Encephalartos latifrons is a species of cycad that is native to Eastern Cape province in South Africa at elevations of  200 and 600 meters.

Description
It is an arborescent cycad, with an erect or decumbent stem, up to 4.5 m tall and 30-45 cm in diameter.
The leaves, pinnate, of a bright green color, arranged in a crown at the apex of the trunk, are 1–1,5 m long, supported by a 10-20 cm long petiole, curved downwards; they are composed of numerous pairs of large leathery leaflets, up to 15 cm long, arranged on the rachis with an acute angle, partially overlapping, with the lower margin presenting from 3 to 4 triangular lobes.
It is a dioecious species, with male specimens that have from 1 to 3 sub-cylindrical, sessile cones, about 30–50 cm long and 8–17 cm broad, olive-green in color, and female specimens with 1-3 cylindrical cones, erect, about 50–60 cm long and 23–25 cm wide, olive green in color, with macrosporofilli about 8 cm long.
The seeds are coarsely ovoid, 2.5-3.0 cm long, covered with a dark red flesh.

Habitat and Distribution 
E. latifrons occurs (or, more correctly, used to occur) in scattered groups in the districts of Bathurst and Albany in the Eastern Cape province.  The plants grow on rocky outcrops and hill slopes, usually amongst scrub bush vegetation.  The rainfall ranges from 1000mm to 1250mm per year, on average, and is fairly evenly distributed during the year.  Frost does not occur.  Summers may be hot and fairly dry.  There existed an early report of E. latifrons occurring in the Uitenhage district, but this was almost certainly a mistake, possibly as a result of incorrect labelling.

Conservation  
In August 2014 thirteen Encephalartos latifrons cycads were stolen from Kirstenbosch Botanical Gardens in Cape Town, South Africa.
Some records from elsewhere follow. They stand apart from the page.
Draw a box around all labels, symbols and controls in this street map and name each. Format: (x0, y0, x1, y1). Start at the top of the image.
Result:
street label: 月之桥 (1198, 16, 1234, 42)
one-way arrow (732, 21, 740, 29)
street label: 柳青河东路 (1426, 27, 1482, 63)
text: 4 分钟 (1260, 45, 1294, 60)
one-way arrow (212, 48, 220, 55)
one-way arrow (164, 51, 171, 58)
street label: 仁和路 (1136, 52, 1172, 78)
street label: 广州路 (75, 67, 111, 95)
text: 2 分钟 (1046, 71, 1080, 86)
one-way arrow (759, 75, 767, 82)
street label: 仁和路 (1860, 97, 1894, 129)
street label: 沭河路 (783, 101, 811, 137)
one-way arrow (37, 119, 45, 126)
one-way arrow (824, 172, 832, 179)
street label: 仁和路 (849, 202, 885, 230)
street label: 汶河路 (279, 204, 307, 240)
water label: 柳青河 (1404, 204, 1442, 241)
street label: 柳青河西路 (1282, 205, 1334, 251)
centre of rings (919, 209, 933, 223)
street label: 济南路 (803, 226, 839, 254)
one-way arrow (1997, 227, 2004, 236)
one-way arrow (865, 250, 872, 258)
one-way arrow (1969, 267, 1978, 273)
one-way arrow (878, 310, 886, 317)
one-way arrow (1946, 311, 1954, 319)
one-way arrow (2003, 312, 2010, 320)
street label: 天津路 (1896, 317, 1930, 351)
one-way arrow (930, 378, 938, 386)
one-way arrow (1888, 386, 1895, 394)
The estimated value of all thirteen was at least R200,000 (US18,675).  The plants were planted over 100 years ago as part of a research and reproduction program of this particular species of Encephalartos that no longer naturally reproduces in the wild. Encephalartos is highly valued as a garden or ornamental plant in many parts of the world and it is thought the plants were stolen to be sold on the black market.